This was the time when Western modernity had already entered the stage of crisis...
This was the time when Western modernity had already entered the stage of crisis, and when many Western thinkers had begun to realize the dimension of this crisis and impasse. (See Introduction to the Deconstruction of the Secular Discourse , 4 vols., Cairo, December 1997). The bearers of the new Islamic discourse realized, from the very beginning, the darker aspects of Western modernity.
It had embroiled the entire world in two Western wars, called “world wars” because the whole world was dragged into the arena of conflict. In the time of “peace,” the world was caught in a frenzied arms race. The centralized nation-state, growing stronger and more authoritarian, expanded and reached the most private aspects of man’s life, and, through its sophisticated security and educational apparati , tried to “guide” its citizens!
The media, another by-product of Western modernity, extensively invaded the private lives of citizens, accelerating the process of standardization and escalating the consumerist fever. In the meantime, the pleasure sector became so powerful as to control people’s dreams, selling them erotic utopias and outright pornography. The family as a social institution could not sustain the pressures and therefore divorce rates rocketed, reaching levels rarely witnessed before.

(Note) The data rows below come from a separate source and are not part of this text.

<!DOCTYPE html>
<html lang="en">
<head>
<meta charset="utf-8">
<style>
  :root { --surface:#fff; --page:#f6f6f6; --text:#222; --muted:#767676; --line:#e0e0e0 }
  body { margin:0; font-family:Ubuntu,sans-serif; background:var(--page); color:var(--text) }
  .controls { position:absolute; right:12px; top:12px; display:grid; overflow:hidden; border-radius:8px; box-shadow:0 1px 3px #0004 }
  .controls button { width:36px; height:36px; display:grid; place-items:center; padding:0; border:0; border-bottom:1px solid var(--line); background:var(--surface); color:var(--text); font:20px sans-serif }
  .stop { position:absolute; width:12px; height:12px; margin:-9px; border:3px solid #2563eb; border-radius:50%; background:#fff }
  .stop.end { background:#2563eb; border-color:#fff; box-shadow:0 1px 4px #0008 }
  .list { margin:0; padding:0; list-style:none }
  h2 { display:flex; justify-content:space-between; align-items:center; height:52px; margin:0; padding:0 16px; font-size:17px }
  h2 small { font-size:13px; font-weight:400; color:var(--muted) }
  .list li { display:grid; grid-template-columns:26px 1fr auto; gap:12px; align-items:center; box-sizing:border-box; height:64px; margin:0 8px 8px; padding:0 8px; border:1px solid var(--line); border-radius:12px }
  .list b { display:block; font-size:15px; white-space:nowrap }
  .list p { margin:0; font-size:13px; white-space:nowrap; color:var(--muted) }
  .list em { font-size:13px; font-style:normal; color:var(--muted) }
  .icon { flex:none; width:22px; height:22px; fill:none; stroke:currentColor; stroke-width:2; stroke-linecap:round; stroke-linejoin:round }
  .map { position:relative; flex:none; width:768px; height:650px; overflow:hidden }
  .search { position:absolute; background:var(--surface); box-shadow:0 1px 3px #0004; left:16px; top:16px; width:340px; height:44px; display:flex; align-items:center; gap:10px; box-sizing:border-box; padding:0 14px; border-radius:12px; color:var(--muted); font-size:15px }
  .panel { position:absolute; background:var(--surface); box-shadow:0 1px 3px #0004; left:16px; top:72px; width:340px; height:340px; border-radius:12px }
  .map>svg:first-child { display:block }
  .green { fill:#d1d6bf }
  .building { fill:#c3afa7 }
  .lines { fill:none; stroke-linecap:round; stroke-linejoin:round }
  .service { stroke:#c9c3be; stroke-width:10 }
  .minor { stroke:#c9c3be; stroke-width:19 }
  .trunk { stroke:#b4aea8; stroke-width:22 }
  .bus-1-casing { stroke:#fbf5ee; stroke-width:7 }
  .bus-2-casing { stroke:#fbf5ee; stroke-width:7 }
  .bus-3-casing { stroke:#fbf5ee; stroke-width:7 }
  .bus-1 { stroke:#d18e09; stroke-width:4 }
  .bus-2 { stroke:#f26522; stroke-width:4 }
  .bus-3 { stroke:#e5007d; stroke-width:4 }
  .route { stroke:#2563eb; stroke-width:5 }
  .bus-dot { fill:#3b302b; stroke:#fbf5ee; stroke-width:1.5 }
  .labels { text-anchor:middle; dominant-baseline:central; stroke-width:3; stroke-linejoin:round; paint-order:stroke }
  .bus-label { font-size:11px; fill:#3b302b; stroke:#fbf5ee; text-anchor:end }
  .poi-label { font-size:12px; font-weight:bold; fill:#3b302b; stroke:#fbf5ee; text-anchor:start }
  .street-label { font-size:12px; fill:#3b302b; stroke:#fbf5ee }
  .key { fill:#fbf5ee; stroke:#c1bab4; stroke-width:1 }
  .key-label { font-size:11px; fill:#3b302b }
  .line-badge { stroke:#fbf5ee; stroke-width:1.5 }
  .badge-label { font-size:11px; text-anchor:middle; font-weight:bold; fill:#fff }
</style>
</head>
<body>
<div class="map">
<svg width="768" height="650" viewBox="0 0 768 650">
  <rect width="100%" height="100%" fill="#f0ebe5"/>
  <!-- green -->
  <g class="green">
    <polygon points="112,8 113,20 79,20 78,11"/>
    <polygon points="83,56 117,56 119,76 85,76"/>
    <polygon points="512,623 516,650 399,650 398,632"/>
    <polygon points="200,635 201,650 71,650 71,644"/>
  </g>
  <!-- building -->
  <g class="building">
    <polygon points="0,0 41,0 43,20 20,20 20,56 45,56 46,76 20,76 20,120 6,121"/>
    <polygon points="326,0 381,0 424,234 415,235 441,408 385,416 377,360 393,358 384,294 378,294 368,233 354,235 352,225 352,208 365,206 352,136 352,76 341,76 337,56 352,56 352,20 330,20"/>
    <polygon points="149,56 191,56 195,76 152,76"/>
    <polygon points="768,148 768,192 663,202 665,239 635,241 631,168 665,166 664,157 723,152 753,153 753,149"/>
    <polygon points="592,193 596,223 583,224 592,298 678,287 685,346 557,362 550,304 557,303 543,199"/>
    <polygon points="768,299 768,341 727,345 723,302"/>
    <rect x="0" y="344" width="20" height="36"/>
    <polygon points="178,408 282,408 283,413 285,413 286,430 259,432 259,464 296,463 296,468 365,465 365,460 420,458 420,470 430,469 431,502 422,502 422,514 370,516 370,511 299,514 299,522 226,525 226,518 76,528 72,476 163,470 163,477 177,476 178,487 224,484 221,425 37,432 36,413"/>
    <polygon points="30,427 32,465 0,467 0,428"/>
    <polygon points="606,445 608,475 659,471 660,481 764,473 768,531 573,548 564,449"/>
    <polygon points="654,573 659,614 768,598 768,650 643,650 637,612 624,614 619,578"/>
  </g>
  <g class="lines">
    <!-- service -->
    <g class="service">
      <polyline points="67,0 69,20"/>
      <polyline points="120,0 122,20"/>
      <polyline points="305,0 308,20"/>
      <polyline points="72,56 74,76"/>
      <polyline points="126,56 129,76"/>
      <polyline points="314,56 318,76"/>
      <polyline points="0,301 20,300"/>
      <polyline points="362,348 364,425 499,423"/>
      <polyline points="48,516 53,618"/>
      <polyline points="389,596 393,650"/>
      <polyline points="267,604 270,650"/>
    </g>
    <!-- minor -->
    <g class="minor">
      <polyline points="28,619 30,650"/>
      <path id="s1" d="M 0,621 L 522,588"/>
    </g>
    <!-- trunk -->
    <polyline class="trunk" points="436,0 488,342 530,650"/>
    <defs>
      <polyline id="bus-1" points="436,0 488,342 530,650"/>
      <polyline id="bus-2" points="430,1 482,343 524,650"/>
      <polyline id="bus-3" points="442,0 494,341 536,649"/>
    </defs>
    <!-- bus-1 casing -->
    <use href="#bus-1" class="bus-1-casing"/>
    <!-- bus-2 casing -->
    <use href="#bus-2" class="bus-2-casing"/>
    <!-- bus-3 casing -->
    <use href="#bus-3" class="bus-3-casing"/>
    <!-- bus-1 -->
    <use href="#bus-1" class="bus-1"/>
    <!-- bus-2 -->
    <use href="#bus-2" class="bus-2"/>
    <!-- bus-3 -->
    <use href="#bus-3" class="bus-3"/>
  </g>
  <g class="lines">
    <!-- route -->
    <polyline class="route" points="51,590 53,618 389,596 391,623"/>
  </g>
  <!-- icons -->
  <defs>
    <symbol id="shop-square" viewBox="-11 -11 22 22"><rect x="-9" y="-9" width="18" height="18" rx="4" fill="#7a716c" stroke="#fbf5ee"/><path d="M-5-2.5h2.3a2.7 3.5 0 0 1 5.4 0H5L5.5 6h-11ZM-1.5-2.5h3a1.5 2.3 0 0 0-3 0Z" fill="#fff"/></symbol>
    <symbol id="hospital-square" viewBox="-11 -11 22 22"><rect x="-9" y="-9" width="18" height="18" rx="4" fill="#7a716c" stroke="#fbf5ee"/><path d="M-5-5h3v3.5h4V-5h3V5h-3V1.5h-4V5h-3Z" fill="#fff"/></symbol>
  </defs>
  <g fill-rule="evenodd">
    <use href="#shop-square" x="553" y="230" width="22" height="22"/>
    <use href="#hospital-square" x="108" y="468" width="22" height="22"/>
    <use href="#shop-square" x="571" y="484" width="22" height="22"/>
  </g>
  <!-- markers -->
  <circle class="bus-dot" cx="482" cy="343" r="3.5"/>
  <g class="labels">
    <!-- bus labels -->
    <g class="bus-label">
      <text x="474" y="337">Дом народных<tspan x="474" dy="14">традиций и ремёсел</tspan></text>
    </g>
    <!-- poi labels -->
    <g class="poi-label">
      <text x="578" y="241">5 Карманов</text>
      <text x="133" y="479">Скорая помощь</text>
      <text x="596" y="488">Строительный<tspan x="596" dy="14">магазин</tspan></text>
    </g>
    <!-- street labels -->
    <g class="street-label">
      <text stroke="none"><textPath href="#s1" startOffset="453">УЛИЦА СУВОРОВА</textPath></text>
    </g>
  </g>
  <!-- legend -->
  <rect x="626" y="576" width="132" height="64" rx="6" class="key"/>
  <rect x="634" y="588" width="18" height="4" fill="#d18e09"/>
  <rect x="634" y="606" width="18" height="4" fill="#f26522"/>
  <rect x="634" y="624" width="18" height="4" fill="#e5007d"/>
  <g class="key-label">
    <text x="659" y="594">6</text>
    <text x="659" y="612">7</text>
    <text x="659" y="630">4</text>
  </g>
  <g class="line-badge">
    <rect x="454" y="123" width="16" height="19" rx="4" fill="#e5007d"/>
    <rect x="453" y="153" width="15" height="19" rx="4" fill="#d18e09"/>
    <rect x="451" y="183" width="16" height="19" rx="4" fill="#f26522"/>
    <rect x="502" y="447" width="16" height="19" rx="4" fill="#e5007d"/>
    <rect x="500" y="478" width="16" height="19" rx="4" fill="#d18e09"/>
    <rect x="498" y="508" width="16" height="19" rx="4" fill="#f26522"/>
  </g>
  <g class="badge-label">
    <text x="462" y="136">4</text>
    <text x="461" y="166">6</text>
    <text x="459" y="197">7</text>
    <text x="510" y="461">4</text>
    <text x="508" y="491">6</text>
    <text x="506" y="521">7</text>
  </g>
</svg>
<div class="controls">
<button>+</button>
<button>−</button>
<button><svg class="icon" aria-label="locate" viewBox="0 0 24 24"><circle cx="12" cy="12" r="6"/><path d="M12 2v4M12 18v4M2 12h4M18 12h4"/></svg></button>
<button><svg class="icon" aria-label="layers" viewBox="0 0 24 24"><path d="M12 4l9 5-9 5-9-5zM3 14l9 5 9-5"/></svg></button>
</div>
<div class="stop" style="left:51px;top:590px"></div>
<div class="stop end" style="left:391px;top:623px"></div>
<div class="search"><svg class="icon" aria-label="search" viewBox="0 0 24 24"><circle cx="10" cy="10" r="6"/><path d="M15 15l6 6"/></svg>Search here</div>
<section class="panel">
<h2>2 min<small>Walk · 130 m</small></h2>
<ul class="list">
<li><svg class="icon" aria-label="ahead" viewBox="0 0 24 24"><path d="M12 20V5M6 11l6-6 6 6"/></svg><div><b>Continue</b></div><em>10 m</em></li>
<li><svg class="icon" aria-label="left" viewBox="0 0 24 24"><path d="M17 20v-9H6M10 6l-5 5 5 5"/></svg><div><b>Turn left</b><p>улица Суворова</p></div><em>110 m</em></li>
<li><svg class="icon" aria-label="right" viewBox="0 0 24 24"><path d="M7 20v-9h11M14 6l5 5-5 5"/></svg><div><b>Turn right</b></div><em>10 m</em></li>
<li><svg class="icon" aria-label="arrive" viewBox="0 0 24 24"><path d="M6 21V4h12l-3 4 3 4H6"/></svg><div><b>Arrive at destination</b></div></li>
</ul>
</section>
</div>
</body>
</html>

The crisis of meaning, the epistemological crisis, anomie, alienation, and reification became more pronounced. While the liberal capitalist project ceased to be the smashing success story it used to be, the socialist experiment collapsed and lost any vestige of credibility. Anti-humanist intellectual trends such as Fascism, Nazism, Zionism, and Structuralism emerged and reached a climax in post-modernist thought.
By the mid-1960s, the critical Western discourse on modernity had crystallized and the works of the Frankfurt School thinkers had become widely available and popular. Many studies, critical of the age of the Enlightenment, were published.
Writing about the standardization that resulted from Western modernity and about its one-dimensional man, Herbert Marcuse sought to demonstrate the existence of a structural defect that lies at the very heart of modern Western civilization in its totality, a defect that goes beyond the traditional division of this civilization into a socialist and a capitalist camp.